[EXERCISE INPUT]

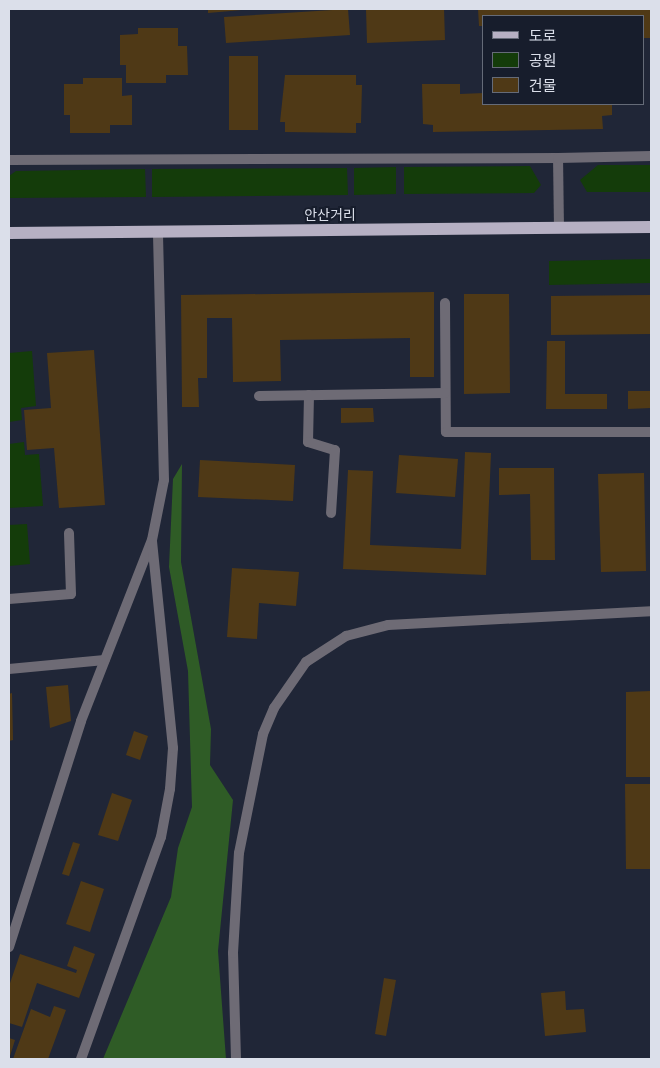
<!DOCTYPE html>
<meta charset="utf-8">
<style>
body{margin:0}
#map{position:relative;width:660px;height:1068px;overflow:hidden;background:#202637;font-family:"Space Grotesk","Noto Sans KR",sans-serif}
div>[style]{position:absolute}
[style*='--x']{left:calc(var(--x)*1px);top:calc(var(--y)*1px);width:calc(var(--w)*1px);rotate:calc(var(--a)*1deg)}
.green>*{inset:0;background:#143c0a}
.forest>*{inset:0;background:#2f5c26}
.building>*{inset:0;background:#4f3916}
.service>*{height:10px;margin:-5px;padding:0 5px;transform-origin:5px;border-radius:5px;background:#6e6b75}
.minor>*{height:10px;margin:-5px;padding:0 5px;transform-origin:5px;border-radius:5px;background:#6e6b75}
.primary>*{height:12px;margin:-6px;padding:0 6px;transform-origin:6px;border-radius:6px;background:#b6b0c3}
span{translate:-50% -50%;white-space:nowrap;text-align:center;line-height:1.15;-webkit-text-stroke:4px #171d2c;paint-order:stroke}
.street-label{font-size:14px;color:#dbdfea}
.frame{position:absolute;inset:0;border:10px solid #dbdfea;pointer-events:none}
.legend{position:absolute;left:482px;top:15px;width:162px;height:90px;box-sizing:border-box;background:#171d2c;border:1px solid #656b78;margin:0;padding:6px 9px;list-style:none;font-size:15px;color:#dbdfea}
.legend li{display:flex;align-items:center;gap:10px;height:25px}
.legend b{width:25px;border:1px solid #656b78}
</style>
<div id="map">
<div class="green">
<i style="clip-path:polygon(598px 165px,651px 165px,651px 192px,587px 192px,580px 180px)"></i>
<i style="clip-path:polygon(530px 166px,541px 185px,534px 193px,404px 194px,404px 167px)"></i>
<i style="clip-path:polygon(396px 167px,396px 194px,354px 195px,354px 168px)"></i>
<i style="clip-path:polygon(347px 168px,348px 195px,152px 197px,152px 169px)"></i>
<i style="clip-path:polygon(145px 169px,146px 197px,9px 198px,9px 176px,16px 171px)"></i>
<i style="clip-path:polygon(651px 259px,651px 283px,549px 285px,549px 261px)"></i>
<i style="clip-path:polygon(32px 351px,36px 406px,21px 408px,22px 420px,9px 422px,9px 353px)"></i>
<i style="clip-path:polygon(24px 442px,25px 455px,39px 454px,43px 506px,9px 508px,9px 444px)"></i>
<i style="clip-path:polygon(27px 524px,30px 564px,9px 566px,9px 525px)"></i>
</div>
<div class="forest">
<i style="clip-path:polygon(182px 464px,181px 562px,211px 729px,210px 765px,233px 800px,218px 951px,226px 1059px,103px 1059px,171px 897px,178px 848px,192px 807px,188px 671px,169px 567px,173px 479px)"></i>
</div>
<div class="building">
<i style="clip-path:polygon(208px 9px,242px 9px,242px 10px,208px 13px)"></i>
<i style="clip-path:polygon(348px 9px,350px 35px,226px 43px,224px 17px)"></i>
<i style="clip-path:polygon(366px 9px,444px 9px,445px 40px,367px 43px)"></i>
<i style="clip-path:polygon(478px 9px,651px 9px,651px 38px,644px 38px,644px 16px,484px 16px,484px 26px,479px 26px)"></i>
<i style="clip-path:polygon(138px 28px,178px 28px,178px 46px,187px 46px,188px 75px,166px 75px,166px 83px,126px 83px,126px 65px,120px 65px,120px 35px,138px 34px)"></i>
<i style="clip-path:polygon(229px 56px,258px 56px,258px 130px,229px 130px)"></i>
<i style="clip-path:polygon(285px 75px,356px 75px,356px 85px,362px 85px,361px 123px,356px 123px,356px 133px,285px 132px,285px 122px,280px 122px)"></i>
<i style="clip-path:polygon(83px 78px,122px 78px,122px 96px,132px 95px,132px 125px,110px 125px,110px 133px,70px 133px,70px 115px,64px 115px,64px 84px,83px 84px)"></i>
<i style="clip-path:polygon(422px 84px,460px 84px,460px 94px,484px 93px,484px 104px,612px 104px,612px 115px,602px 116px,603px 129px,433px 132px,433px 125px,423px 124px)"></i>
<i style="clip-path:polygon(434px 292px,434px 377px,410px 377px,410px 338px,280px 340px,281px 381px,233px 382px,232px 318px,207px 318px,207px 378px,198px 378px,199px 407px,182px 407px,181px 295px)"></i>
<i style="clip-path:polygon(464px 294px,509px 294px,510px 393px,464px 394px)"></i>
<i style="clip-path:polygon(651px 295px,651px 334px,551px 335px,551px 296px)"></i>
<i style="clip-path:polygon(547px 341px,565px 341px,565px 394px,607px 394px,607px 409px,546px 409px)"></i>
<i style="clip-path:polygon(94px 350px,105px 505px,59px 508px,54px 448px,27px 450px,24px 410px,51px 408px,47px 353px)"></i>
<i style="clip-path:polygon(628px 391px,651px 391px,651px 408px,628px 409px)"></i>
<i style="clip-path:polygon(341px 408px,373px 408px,374px 422px,341px 423px)"></i>
<i style="clip-path:polygon(465px 452px,491px 453px,486px 575px,343px 569px,348px 470px,373px 471px,370px 545px,461px 549px)"></i>
<i style="clip-path:polygon(399px 455px,458px 459px,455px 497px,396px 493px)"></i>
<i style="clip-path:polygon(200px 460px,295px 465px,293px 501px,198px 497px)"></i>
<i style="clip-path:polygon(499px 468px,554px 468px,555px 560px,531px 560px,530px 494px,499px 495px)"></i>
<i style="clip-path:polygon(644px 473px,646px 571px,601px 572px,598px 474px)"></i>
<i style="clip-path:polygon(232px 568px,299px 572px,296px 606px,259px 603px,257px 639px,227px 637px)"></i>
<i style="clip-path:polygon(68px 685px,71px 721px,50px 728px,46px 687px)"></i>
<i style="clip-path:polygon(651px 691px,651px 777px,626px 777px,626px 692px)"></i>
<i style="clip-path:polygon(12px 693px,13px 740px,9px 741px,9px 694px)"></i>
<i style="clip-path:polygon(134px 731px,148px 736px,140px 760px,126px 755px)"></i>
<i style="clip-path:polygon(625px 784px,651px 784px,651px 869px,626px 869px)"></i>
<i style="clip-path:polygon(112px 793px,132px 800px,118px 841px,98px 835px)"></i>
<i style="clip-path:polygon(73px 842px,80px 844px,69px 876px,62px 874px)"></i>
<i style="clip-path:polygon(81px 881px,104px 889px,90px 932px,66px 924px)"></i>
<i style="clip-path:polygon(74px 946px,95px 954px,79px 998px,37px 983px,22px 1027px,9px 1023px,9px 986px,20px 954px,76px 973px,77px 970px,67px 966px)"></i>
<i style="clip-path:polygon(384px 978px,396px 980px,386px 1036px,375px 1034px)"></i>
<i style="clip-path:polygon(565px 991px,566px 1010px,584px 1009px,586px 1032px,545px 1036px,541px 993px)"></i>
<i style="clip-path:polygon(54px 1006px,66px 1010px,48px 1059px,13px 1059px,31px 1009px,50px 1017px)"></i>
<i style="clip-path:polygon(9px 1038px,15px 1040px,9px 1059px)"></i>
</div>
<div class="service">
<i style="--x:9;--y:160;--w:549;--a:-0.21"></i>
<i style="--x:559;--y:228;--w:70;--a:-90.8"></i>
<i style="--x:558;--y:158;--w:93;--a:-1.2"></i>
<i style="--x:9;--y:599;--w:62;--a:-4.6"></i>
<i style="--x:71;--y:594;--w:61;--a:-91.9"></i>
<i style="--x:9;--y:669;--w:96;--a:-5.4"></i>
</div>
<div class="minor">
<i style="--x:445;--y:303;--w:129;--a:89.6"></i>
<i style="--x:446;--y:432;--w:205;--a:0"></i>
<i style="--x:309;--y:395;--w:47;--a:91.2"></i>
<i style="--x:308;--y:442;--w:28;--a:17"></i>
<i style="--x:335;--y:450;--w:63;--a:93.6"></i>
<i style="--x:259;--y:396;--w:186;--a:-0.9"></i>
<i style="--x:9;--y:947;--w:237;--a:-72.3"></i>
<i style="--x:81;--y:721;--w:194;--a:-68.6"></i>
<i style="--x:152;--y:540;--w:61;--a:-78.7"></i>
<i style="--x:164;--y:480;--w:248;--a:-91.4"></i>
<i style="--x:81;--y:1059;--w:236;--a:-70.2"></i>
<i style="--x:161;--y:837;--w:49;--a:-79.4"></i>
<i style="--x:170;--y:789;--w:41;--a:-85.8"></i>
<i style="--x:173;--y:748;--w:208;--a:-95.8"></i>
<i style="--x:236;--y:1059;--w:106;--a:-91.6"></i>
<i style="--x:233;--y:953;--w:100;--a:-86.6"></i>
<i style="--x:239;--y:853;--w:121;--a:-78.6"></i>
<i style="--x:263;--y:734;--w:28;--a:-67"></i>
<i style="--x:274;--y:708;--w:56;--a:-55.2"></i>
<i style="--x:306;--y:662;--w:48;--a:-33"></i>
<i style="--x:346;--y:636;--w:43;--a:-14.7"></i>
<i style="--x:388;--y:625;--w:263;--a:-3"></i>
</div>
<div class="primary">
<i style="--x:9;--y:233;--w:642;--a:-0.54"></i>
</div>
<div class="street-label">
<span style="left:330px;top:215px">안산거리</span>
</div>
<div class="frame"></div>
<ul class="legend">
<li><b style="height:6px;background:#b6b0c3"></b>도로</li>
<li><b style="height:14px;background:#143c0a"></b>공원</li>
<li><b style="height:14px;background:#4f3916"></b>건물</li>
</ul>
</div>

[/EXERCISE INPUT]

■ ABOUT THIS TASK: Please give back exactly the lines of this listing beginning at the line with "691px,651px 777px,626px 777px,626px" and ending with the line with "978px,396px 980px,386px 1036px,375px", both included, and nothing else.

■ COMPLETED EXERCISE:
<i style="clip-path:polygon(651px 691px,651px 777px,626px 777px,626px 692px)"></i>
<i style="clip-path:polygon(12px 693px,13px 740px,9px 741px,9px 694px)"></i>
<i style="clip-path:polygon(134px 731px,148px 736px,140px 760px,126px 755px)"></i>
<i style="clip-path:polygon(625px 784px,651px 784px,651px 869px,626px 869px)"></i>
<i style="clip-path:polygon(112px 793px,132px 800px,118px 841px,98px 835px)"></i>
<i style="clip-path:polygon(73px 842px,80px 844px,69px 876px,62px 874px)"></i>
<i style="clip-path:polygon(81px 881px,104px 889px,90px 932px,66px 924px)"></i>
<i style="clip-path:polygon(74px 946px,95px 954px,79px 998px,37px 983px,22px 1027px,9px 1023px,9px 986px,20px 954px,76px 973px,77px 970px,67px 966px)"></i>
<i style="clip-path:polygon(384px 978px,396px 980px,386px 1036px,375px 1034px)"></i>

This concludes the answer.